• Material provided
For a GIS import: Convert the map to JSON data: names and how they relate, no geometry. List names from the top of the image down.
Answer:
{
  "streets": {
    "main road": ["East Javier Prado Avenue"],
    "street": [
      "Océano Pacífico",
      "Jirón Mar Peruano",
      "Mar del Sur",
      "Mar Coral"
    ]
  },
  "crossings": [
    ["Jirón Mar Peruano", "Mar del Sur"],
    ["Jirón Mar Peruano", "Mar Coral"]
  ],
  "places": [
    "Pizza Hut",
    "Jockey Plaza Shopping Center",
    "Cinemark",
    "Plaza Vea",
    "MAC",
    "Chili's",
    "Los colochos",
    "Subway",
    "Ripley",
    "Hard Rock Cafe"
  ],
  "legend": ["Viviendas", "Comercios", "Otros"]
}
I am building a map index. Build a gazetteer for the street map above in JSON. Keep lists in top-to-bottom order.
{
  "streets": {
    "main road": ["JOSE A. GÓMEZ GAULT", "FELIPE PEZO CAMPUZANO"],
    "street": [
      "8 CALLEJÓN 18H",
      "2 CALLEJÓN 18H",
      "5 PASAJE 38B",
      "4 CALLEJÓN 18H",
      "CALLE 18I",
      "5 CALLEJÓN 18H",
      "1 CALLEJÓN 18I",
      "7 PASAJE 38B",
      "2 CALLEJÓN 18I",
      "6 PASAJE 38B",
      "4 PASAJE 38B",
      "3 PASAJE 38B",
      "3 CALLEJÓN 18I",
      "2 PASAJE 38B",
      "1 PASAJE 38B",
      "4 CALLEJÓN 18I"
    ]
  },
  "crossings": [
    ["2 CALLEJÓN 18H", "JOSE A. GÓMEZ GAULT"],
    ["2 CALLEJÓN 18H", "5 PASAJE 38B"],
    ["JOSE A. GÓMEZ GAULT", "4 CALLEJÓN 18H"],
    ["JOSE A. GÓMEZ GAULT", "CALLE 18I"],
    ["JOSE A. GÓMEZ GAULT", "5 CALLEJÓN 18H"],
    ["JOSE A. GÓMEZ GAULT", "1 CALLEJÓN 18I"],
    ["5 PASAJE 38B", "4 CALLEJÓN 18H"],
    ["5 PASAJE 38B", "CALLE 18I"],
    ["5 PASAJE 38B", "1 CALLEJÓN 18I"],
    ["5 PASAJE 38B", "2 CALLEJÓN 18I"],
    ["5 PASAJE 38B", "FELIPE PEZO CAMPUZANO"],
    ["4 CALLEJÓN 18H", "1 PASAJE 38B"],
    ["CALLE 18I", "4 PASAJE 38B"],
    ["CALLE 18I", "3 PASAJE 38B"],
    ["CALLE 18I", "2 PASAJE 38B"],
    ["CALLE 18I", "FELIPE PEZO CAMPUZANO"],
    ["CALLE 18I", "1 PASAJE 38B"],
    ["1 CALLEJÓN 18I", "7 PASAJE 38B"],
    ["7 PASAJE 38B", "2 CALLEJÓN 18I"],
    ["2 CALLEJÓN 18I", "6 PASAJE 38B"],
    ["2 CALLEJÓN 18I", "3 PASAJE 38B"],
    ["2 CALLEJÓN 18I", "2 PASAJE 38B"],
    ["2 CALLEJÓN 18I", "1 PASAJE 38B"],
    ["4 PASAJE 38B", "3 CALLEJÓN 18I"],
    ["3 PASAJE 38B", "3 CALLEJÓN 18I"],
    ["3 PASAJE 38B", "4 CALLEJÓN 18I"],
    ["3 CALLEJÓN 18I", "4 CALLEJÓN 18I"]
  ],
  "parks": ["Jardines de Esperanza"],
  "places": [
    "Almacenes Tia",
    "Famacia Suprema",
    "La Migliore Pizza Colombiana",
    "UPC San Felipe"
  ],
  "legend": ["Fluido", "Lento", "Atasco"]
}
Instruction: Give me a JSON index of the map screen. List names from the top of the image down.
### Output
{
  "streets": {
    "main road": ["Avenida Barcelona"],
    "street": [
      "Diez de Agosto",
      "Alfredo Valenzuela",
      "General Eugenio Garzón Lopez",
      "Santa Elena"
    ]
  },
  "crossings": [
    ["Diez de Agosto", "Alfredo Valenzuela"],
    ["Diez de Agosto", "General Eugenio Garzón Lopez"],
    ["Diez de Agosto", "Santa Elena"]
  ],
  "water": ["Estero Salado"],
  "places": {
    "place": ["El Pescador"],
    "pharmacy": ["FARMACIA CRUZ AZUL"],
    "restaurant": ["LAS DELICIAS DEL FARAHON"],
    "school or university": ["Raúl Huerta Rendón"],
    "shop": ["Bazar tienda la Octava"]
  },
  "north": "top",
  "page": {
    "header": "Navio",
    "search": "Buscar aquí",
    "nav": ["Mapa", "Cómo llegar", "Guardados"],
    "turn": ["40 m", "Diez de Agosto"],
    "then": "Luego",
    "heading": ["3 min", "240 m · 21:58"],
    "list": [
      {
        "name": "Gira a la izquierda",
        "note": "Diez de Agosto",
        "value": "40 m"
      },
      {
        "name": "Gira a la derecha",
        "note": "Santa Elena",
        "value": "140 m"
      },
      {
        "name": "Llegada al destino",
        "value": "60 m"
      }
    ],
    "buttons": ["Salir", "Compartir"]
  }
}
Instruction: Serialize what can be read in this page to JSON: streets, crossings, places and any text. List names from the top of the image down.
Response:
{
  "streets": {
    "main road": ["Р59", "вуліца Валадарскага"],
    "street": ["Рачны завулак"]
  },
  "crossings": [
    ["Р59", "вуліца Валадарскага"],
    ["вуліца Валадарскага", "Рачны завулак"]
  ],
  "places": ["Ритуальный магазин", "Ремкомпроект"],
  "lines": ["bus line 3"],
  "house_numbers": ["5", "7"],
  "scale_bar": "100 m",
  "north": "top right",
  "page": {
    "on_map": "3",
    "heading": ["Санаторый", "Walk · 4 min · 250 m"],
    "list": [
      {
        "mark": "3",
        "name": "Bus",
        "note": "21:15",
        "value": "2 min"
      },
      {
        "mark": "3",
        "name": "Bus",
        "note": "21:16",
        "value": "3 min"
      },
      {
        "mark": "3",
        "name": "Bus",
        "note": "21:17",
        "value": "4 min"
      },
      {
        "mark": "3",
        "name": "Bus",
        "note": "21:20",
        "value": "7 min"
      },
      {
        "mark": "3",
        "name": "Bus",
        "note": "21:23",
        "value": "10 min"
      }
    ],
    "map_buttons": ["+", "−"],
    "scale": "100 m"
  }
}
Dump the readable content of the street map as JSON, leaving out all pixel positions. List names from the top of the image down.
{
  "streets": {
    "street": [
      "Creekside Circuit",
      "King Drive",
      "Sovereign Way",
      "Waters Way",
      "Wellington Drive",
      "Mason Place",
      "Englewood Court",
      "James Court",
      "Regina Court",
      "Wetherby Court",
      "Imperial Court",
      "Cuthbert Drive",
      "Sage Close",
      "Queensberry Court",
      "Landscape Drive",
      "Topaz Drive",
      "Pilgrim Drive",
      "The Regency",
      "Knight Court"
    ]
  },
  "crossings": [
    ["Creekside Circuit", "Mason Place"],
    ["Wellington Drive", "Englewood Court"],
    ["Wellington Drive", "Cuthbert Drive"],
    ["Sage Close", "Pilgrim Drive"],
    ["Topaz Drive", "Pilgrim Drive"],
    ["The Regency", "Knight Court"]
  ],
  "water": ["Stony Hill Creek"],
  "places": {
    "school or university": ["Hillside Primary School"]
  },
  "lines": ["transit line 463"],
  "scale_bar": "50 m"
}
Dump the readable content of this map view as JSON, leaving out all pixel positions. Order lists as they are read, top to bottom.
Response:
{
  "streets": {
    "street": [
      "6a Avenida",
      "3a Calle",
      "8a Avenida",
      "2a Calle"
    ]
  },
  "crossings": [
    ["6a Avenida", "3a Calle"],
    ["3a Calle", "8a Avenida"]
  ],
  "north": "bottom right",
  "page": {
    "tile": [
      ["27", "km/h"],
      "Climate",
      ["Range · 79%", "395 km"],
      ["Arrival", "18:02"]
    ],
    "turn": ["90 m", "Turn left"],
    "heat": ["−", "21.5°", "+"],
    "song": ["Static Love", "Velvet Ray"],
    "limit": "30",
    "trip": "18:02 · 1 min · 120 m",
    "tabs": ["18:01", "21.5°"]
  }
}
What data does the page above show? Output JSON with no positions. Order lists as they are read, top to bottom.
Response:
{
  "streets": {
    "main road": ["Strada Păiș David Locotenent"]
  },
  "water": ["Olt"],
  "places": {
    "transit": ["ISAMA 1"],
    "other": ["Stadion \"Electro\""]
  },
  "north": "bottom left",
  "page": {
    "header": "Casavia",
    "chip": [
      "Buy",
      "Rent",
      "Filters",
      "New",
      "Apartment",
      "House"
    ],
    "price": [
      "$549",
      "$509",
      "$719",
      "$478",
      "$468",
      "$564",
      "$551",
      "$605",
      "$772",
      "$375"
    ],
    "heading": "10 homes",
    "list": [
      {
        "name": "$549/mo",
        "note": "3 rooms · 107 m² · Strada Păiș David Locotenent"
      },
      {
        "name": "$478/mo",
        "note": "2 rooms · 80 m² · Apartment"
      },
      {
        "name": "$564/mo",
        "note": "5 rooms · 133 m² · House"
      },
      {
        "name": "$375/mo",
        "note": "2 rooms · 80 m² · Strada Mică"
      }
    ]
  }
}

• Assignment
Note each line above that contains "Gira" and copy it out.

• Reply
        "name": "Gira a la izquierda",
        "name": "Gira a la derecha",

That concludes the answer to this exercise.